§ Your instructions
Where the string "hidden" occurs in a line of the data below, that line should be copied.

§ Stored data
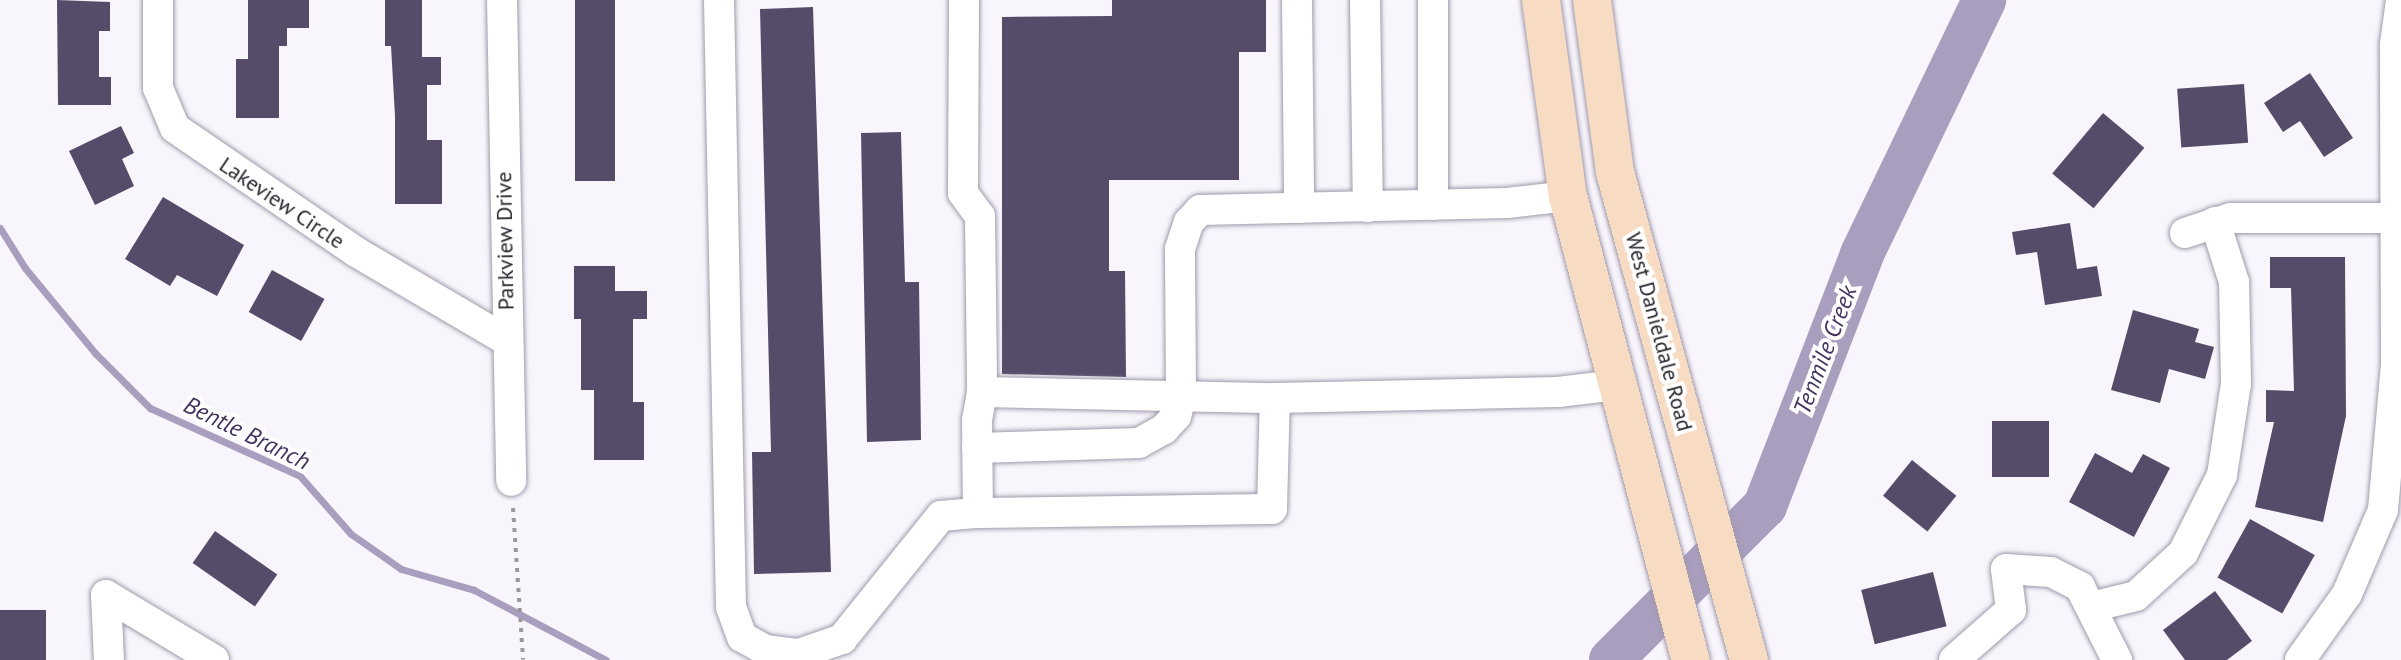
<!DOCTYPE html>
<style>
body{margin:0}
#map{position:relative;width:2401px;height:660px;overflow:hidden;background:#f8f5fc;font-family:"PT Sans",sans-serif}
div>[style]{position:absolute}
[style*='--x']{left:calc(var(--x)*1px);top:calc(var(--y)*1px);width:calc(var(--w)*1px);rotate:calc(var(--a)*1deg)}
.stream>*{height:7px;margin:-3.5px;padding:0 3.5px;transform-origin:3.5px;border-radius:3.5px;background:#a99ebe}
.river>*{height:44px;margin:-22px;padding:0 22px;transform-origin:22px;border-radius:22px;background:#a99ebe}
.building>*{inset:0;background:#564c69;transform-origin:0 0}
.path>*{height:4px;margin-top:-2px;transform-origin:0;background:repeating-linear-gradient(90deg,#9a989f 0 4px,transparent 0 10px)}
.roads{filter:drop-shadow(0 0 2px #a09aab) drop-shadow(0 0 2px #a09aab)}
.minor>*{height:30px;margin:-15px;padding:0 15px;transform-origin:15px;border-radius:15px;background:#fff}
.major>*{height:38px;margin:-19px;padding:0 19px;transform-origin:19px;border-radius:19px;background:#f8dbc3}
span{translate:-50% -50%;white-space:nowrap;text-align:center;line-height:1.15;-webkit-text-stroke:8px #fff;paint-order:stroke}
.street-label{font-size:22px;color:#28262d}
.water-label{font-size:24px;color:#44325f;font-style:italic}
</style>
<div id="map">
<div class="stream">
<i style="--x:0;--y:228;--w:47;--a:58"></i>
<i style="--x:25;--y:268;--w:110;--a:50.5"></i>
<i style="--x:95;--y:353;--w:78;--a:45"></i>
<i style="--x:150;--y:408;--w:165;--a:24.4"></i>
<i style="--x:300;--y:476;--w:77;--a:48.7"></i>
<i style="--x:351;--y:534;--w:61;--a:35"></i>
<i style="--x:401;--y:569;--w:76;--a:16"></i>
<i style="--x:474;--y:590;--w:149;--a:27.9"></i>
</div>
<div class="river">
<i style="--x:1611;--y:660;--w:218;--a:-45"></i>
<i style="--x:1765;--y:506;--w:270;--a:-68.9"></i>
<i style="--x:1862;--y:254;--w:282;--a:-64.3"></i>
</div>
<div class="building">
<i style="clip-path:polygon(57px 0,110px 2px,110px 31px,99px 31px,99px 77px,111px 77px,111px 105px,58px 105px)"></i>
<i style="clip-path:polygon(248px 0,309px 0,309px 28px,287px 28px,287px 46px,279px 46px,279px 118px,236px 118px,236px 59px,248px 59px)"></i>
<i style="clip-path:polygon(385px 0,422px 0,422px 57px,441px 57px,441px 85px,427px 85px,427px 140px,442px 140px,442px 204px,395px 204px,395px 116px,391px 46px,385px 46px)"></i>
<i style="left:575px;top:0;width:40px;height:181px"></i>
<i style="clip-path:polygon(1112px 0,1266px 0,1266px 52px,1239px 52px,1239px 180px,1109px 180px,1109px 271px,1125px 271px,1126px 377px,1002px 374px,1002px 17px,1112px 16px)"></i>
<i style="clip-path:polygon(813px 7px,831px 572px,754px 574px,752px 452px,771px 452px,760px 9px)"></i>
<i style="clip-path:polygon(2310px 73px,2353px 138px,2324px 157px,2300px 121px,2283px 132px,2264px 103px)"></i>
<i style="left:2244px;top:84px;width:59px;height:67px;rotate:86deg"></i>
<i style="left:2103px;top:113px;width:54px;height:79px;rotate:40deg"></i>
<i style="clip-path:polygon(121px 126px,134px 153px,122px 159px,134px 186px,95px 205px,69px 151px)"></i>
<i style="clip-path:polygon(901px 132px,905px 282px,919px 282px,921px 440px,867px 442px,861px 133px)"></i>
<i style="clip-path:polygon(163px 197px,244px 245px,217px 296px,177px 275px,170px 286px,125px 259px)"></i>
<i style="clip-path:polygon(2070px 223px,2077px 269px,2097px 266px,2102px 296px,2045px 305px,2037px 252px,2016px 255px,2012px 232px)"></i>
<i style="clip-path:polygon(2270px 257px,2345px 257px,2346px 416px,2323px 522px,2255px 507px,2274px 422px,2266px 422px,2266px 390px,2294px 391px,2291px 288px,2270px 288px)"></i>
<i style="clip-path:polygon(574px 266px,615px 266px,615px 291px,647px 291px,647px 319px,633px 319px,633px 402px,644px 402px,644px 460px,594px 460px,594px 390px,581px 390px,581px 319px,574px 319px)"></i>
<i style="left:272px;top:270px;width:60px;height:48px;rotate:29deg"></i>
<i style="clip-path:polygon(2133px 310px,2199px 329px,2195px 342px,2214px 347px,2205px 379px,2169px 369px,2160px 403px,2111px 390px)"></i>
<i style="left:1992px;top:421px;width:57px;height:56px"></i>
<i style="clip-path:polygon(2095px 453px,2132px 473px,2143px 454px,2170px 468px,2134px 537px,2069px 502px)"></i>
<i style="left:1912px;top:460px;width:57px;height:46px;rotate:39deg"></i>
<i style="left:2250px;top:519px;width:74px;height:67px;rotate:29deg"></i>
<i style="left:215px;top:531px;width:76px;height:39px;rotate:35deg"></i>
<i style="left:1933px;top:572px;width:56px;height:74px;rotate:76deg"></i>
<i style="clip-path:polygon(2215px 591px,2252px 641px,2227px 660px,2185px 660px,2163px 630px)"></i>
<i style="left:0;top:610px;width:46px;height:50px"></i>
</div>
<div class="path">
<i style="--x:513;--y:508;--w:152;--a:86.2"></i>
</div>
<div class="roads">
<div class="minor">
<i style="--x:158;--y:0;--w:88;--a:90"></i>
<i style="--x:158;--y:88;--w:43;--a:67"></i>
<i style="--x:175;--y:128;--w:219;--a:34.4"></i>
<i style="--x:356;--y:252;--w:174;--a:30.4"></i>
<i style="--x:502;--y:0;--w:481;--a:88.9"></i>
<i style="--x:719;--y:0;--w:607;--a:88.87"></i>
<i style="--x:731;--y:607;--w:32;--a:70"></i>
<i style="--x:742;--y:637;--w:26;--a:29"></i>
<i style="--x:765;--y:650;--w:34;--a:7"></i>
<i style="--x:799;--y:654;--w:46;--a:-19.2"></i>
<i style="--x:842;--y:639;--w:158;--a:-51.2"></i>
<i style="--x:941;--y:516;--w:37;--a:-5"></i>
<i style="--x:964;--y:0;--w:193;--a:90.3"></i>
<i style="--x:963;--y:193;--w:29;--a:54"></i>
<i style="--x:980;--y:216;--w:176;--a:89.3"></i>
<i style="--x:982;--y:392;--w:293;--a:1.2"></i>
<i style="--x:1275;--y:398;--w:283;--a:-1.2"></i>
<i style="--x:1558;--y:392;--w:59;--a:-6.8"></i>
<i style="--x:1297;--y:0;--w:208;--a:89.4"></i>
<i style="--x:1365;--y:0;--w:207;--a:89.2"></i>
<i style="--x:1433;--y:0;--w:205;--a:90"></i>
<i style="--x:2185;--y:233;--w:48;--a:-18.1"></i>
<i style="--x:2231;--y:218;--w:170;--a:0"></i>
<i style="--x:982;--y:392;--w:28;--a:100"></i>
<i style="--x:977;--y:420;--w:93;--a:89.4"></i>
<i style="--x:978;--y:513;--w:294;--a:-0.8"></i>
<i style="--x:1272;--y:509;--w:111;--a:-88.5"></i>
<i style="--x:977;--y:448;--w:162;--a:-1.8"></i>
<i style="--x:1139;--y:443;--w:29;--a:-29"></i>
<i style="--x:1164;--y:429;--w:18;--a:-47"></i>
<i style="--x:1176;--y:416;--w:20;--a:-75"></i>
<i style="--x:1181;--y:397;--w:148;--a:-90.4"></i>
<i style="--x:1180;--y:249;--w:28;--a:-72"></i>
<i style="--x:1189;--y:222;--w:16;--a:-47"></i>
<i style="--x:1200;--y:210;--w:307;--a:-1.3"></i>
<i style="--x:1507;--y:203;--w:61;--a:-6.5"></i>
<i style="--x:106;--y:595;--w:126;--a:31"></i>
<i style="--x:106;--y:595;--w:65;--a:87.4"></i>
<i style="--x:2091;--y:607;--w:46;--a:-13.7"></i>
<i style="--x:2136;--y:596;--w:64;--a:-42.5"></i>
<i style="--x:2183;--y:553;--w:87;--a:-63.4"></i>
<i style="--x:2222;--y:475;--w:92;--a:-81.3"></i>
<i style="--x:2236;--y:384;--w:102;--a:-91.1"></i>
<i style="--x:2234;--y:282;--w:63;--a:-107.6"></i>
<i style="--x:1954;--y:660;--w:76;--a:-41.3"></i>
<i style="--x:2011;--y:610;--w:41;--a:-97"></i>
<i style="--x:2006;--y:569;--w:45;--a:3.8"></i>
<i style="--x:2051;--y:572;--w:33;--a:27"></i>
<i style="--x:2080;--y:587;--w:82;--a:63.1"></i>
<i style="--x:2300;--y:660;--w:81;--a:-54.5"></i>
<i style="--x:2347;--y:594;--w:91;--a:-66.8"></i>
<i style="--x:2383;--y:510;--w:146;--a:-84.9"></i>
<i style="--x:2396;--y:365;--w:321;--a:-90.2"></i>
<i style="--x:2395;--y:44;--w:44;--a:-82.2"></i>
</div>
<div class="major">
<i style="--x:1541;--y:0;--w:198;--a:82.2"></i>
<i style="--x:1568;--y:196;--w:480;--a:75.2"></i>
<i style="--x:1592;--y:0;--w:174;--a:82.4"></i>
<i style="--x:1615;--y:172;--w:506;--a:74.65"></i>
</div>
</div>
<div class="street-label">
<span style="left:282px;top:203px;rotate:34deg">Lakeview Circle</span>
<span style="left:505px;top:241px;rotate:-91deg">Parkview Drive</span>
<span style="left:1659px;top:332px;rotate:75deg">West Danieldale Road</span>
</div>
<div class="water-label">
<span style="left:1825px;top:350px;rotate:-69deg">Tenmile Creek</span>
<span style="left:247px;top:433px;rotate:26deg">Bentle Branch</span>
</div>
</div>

--

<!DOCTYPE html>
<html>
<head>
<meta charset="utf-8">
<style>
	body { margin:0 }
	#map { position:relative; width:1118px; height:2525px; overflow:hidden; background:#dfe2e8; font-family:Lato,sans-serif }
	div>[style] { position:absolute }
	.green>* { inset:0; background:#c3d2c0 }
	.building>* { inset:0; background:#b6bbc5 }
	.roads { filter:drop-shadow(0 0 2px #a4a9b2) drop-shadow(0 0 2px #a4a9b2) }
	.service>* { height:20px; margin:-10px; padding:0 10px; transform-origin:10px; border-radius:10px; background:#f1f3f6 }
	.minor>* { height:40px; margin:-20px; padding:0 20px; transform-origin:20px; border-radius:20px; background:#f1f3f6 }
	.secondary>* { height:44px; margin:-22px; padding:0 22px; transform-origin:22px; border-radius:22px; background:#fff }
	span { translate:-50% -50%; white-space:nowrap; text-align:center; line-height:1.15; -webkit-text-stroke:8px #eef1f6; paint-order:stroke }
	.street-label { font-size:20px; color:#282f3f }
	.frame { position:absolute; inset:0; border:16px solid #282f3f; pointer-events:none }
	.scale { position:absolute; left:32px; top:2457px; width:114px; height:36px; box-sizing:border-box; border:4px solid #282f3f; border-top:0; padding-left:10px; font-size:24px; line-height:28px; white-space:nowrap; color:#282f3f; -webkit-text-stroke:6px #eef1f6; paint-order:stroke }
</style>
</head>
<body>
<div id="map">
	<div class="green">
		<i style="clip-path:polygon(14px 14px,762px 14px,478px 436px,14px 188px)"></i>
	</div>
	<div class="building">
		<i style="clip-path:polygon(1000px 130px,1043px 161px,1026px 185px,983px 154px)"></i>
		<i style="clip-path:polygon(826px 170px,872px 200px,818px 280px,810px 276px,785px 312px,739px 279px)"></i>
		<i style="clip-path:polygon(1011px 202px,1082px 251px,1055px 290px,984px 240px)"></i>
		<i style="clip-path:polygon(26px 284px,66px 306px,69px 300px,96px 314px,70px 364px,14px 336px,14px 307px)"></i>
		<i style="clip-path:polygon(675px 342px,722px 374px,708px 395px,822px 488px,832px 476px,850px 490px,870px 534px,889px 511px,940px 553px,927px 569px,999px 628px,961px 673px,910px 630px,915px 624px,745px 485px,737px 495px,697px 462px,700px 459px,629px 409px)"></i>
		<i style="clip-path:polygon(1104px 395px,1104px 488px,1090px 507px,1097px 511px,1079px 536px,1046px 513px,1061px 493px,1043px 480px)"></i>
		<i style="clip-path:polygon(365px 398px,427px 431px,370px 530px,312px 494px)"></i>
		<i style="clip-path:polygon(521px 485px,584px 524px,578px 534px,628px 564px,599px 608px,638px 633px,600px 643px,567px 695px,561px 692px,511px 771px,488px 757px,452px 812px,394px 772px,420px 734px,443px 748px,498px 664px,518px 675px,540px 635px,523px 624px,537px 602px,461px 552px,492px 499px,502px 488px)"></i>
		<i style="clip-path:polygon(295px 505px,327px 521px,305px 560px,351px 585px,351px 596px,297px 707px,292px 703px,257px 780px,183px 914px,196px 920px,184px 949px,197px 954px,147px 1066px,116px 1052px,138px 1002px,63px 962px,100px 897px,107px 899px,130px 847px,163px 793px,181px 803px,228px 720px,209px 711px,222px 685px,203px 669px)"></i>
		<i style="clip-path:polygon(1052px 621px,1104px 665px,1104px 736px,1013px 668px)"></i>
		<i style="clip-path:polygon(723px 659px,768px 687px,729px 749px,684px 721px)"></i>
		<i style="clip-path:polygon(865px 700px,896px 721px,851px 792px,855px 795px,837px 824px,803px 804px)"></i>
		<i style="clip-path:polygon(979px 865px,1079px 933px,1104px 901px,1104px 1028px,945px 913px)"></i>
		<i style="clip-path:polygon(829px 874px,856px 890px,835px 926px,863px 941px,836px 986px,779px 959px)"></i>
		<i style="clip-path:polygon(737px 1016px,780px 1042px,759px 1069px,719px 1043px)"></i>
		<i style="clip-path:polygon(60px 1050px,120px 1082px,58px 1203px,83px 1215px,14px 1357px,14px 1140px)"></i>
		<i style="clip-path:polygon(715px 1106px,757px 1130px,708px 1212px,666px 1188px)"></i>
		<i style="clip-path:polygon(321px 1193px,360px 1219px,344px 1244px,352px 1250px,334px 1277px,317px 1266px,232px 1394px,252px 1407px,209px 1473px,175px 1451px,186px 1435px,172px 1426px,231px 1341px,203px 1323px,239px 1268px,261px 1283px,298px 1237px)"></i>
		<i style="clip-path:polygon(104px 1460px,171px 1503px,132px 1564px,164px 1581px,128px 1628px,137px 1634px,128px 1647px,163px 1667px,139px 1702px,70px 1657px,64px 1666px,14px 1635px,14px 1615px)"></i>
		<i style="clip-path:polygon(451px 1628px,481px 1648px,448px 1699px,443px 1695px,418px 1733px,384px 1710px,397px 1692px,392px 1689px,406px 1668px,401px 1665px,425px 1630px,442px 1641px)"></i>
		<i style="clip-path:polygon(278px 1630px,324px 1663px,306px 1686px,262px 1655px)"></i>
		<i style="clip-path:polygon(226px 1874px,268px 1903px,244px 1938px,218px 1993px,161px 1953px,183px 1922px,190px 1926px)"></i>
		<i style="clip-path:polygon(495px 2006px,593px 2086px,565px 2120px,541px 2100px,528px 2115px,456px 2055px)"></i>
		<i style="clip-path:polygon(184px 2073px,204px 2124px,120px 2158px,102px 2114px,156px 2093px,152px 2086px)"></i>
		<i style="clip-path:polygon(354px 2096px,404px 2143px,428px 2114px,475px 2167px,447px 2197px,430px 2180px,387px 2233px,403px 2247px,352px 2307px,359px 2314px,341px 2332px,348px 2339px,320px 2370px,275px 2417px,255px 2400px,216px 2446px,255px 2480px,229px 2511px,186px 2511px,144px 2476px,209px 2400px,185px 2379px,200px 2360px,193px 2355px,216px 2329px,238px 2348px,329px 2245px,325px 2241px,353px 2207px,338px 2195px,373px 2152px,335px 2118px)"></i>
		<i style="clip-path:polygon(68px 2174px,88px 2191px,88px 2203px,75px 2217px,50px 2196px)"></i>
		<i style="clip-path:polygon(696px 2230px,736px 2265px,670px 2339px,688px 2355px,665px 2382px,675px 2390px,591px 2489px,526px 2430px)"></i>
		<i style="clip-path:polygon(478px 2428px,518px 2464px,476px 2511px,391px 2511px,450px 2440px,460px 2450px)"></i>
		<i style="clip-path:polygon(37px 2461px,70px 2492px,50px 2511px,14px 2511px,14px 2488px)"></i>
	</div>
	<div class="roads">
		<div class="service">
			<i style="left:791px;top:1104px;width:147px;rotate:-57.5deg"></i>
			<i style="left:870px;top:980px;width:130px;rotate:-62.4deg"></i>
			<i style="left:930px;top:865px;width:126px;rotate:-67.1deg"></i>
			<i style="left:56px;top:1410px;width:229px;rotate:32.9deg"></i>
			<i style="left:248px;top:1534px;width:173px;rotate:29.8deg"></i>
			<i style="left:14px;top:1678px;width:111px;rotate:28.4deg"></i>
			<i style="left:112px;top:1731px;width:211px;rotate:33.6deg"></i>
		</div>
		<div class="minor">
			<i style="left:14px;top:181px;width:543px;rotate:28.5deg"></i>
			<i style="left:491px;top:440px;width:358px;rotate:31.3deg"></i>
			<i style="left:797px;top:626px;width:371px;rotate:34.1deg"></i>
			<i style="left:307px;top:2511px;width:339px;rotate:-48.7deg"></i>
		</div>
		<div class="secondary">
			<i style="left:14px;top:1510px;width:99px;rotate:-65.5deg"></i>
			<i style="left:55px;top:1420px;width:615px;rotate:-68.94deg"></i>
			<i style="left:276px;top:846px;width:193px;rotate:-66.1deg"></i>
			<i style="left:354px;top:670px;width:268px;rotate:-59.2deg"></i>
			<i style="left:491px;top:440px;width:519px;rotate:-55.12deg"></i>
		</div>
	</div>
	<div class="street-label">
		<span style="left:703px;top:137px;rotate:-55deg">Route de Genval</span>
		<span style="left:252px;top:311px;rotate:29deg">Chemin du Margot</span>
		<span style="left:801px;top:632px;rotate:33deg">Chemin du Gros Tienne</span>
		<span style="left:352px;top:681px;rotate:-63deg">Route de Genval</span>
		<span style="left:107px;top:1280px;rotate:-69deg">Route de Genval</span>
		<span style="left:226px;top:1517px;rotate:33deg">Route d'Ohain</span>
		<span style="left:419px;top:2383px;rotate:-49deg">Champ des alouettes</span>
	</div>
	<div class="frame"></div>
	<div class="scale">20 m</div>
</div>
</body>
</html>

§ Task answer
#map{position:relative;width:2401px;height:660px;overflow:hidden;background:#f8f5fc;font-family:"PT Sans",sans-serif}
	#map { position:relative; width:1118px; height:2525px; overflow:hidden; background:#dfe2e8; font-family:Lato,sans-serif }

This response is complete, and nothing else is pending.